Regular Consumption from Fast Food Establishments Relative to Other Restaurants Is Differentially Associated with Metabolic Outcomes in Young Adults1,2


Although away-from-home eating is adversely associated with weight, other comorbidities have not been examined; therefore, we sought to determine the associations of fast food (e.g. Wendy's, McDonalds) and restaurant (sit-down style) consumption (times per week) with weight and multiple metabolic outcomes, including homeostatic model assessment insulin resistance (HOMA-IR), waist circumference, and plasma triglycerides (TG), LDL cholesterol, and HDL cholesterol (HDL-C). We used 3 waves of data (exam y 7, 10, and 20) from the Coronary Artery Risk Development in Young Adults Study, a prospective cohort study of black and white young adults [aged 25–42 y in 1992–93, n = 3643 (men, 1659; women, 1984)]. Individuals in the highest (vs. lowest) quartile of baseline (defined as the mean of y 7 and 10) fast food consumption had higher y 20 weight [adjusted mean (95% CI): 5.6 kg (CI, 2.1, 9.2); P = 0.002], HOMA-IR [0.9 (CI, 0.4, 1.3); P < 0.001], waist circumference [5.3 cm (CI, 2.8, 7.9); P < 0.000], TG concentrations [0.25 mmol/L (CI, 0.10, 0.40), 22.7 mg/dL (CI, 9.1, 36.3); P = 0.001], and lower HDL-C concentrations [−0.014 mmol/L (CI, −0.215, −0.067), 5.4 mg/dL (CI, −8.3, −2.6); P < 0.000]. Baseline restaurant consumption was unrelated to y 20 outcomes. Adjusted change in weekly restaurant (P < 0.05) and fast food intake (P < 0.001) was associated with 13-y changes in body weight [0.09 kg (CI, 0.02, 0.17) and 0.15 kg (CI, 0.06, 0.24), respectively] and waist circumference [0.08 cm (CI, 0.02, 0.14) and 0.12 cm (CI, 0.04, 0.20), respectively]. Fast food consumption may be an important target for the prevention of adverse metabolic health outcomes.


Away-from-home food (available in fast food places and restaurants) contributes considerably to daily energy intake (1) and accounts for roughly one-third of energy intake among certain subpopulations, particularly young adult males (2,3). Fast food consumption has been associated with adverse health outcomes including increased risk of excess weight, body fatness, poor dietary quality, and insulin resistance/diabetes (1,2,48). Mechanisms for the direct contribution of fast food intake to the development of diabetes and other obesity-related comorbidities have included low unsaturated:saturated fat ratio, greater portion sizes (9), and lower fiber content of fast food (10).

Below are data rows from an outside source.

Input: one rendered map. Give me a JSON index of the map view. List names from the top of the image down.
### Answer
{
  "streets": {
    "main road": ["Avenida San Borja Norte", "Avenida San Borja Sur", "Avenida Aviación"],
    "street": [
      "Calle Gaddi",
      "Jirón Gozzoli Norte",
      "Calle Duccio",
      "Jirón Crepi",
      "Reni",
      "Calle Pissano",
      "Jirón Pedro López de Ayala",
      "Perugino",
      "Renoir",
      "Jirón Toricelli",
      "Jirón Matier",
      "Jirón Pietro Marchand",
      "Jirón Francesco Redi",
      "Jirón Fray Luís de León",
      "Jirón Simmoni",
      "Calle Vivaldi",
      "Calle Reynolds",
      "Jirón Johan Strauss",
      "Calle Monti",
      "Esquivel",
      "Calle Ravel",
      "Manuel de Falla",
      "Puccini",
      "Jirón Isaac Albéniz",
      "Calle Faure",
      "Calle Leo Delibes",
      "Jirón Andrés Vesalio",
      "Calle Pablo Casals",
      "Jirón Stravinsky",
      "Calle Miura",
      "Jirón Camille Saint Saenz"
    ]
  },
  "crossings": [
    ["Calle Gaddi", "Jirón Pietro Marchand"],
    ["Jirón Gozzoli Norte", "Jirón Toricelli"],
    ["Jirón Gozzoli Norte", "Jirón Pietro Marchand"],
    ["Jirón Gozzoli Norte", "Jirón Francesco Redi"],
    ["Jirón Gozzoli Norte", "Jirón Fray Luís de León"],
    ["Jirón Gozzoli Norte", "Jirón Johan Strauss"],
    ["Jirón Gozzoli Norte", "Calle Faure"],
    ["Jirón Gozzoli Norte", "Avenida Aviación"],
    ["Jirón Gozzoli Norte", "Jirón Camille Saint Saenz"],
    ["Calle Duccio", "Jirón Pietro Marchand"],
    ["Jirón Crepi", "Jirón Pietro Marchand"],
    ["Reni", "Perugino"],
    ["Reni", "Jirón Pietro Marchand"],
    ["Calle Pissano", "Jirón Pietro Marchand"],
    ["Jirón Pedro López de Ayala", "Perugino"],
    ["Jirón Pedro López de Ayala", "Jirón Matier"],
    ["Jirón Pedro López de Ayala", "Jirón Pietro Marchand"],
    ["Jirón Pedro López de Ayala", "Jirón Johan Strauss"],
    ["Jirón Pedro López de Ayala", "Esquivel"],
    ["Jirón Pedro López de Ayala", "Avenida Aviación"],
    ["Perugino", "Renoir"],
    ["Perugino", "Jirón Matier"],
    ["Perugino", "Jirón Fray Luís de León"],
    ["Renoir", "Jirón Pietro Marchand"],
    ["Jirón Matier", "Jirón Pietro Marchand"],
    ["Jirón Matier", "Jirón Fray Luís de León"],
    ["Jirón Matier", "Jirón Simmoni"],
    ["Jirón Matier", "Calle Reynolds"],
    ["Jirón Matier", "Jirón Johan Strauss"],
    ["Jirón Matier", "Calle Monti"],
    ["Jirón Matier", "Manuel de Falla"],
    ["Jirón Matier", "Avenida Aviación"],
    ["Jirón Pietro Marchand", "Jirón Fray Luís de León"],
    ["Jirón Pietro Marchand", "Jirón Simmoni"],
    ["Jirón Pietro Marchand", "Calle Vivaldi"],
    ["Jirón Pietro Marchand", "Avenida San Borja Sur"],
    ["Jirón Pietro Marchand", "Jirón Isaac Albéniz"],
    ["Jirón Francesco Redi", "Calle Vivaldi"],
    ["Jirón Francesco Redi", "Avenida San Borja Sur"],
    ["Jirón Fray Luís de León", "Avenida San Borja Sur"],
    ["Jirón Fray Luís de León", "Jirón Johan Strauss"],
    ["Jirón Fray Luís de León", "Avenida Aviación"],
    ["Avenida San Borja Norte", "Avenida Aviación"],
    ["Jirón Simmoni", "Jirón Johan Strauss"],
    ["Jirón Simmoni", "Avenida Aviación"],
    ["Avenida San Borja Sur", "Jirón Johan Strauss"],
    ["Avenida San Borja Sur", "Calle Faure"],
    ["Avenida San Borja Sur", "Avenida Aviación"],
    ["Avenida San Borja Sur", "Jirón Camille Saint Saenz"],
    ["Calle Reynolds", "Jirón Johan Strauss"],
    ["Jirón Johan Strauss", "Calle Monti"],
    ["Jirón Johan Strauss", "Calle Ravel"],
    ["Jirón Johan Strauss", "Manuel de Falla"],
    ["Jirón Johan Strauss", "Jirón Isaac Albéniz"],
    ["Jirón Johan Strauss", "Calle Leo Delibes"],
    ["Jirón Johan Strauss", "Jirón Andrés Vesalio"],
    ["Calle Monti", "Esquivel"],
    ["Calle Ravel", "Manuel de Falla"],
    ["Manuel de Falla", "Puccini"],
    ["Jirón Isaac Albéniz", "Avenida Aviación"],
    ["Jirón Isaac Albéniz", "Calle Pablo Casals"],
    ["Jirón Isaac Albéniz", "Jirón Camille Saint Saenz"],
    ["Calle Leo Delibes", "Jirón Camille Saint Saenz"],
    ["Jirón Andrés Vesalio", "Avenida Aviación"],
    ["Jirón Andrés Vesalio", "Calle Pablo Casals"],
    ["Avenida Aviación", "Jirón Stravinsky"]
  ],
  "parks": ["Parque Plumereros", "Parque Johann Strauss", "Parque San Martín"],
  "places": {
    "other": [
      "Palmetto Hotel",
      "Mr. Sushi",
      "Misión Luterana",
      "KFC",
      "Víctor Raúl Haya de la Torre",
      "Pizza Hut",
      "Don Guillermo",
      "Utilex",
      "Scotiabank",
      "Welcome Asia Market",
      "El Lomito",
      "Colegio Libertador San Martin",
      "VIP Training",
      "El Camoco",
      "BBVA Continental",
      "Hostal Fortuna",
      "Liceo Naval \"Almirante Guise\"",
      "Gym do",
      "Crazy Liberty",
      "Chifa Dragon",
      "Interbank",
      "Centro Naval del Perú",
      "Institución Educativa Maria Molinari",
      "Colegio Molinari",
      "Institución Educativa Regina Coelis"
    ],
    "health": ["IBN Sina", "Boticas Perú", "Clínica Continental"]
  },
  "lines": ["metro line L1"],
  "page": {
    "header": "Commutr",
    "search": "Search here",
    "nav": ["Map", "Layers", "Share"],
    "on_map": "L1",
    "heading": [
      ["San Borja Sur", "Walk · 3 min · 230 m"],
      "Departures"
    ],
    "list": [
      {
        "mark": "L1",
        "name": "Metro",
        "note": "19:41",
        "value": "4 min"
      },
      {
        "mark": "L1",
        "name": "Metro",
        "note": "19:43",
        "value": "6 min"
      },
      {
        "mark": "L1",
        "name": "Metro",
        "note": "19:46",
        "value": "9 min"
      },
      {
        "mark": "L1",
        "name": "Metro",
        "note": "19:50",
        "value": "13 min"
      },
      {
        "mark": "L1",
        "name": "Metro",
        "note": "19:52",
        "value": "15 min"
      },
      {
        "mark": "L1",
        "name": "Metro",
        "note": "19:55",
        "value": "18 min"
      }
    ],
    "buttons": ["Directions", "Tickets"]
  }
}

Cross-sectional (11,12) studies have demonstrated an association between away-from-home food consumption with weight and glucose outcomes, but these studies have limited ability to address causality due to concurrent assessment of exposure and outcome. Prospective observational studies (4,13) have also demonstrated an association between away-from-home food consumption with weight and glucose, but only 1 study differentiated between restaurant and fast food intake (13) and it was limited by a short time duration. To our knowledge, not a single prospective or longitudinal study has collected detailed food intake data by location and food source so that the impact of the type of foods eaten at restaurants or fast food outlets could be studied, representing a major gap in the literature. Although we cannot address this limitation, this study fills another important gap, in that, to our knowledge, that no study exists on the relationship between away-from-home food consumption and a broad set of metabolic outcomes.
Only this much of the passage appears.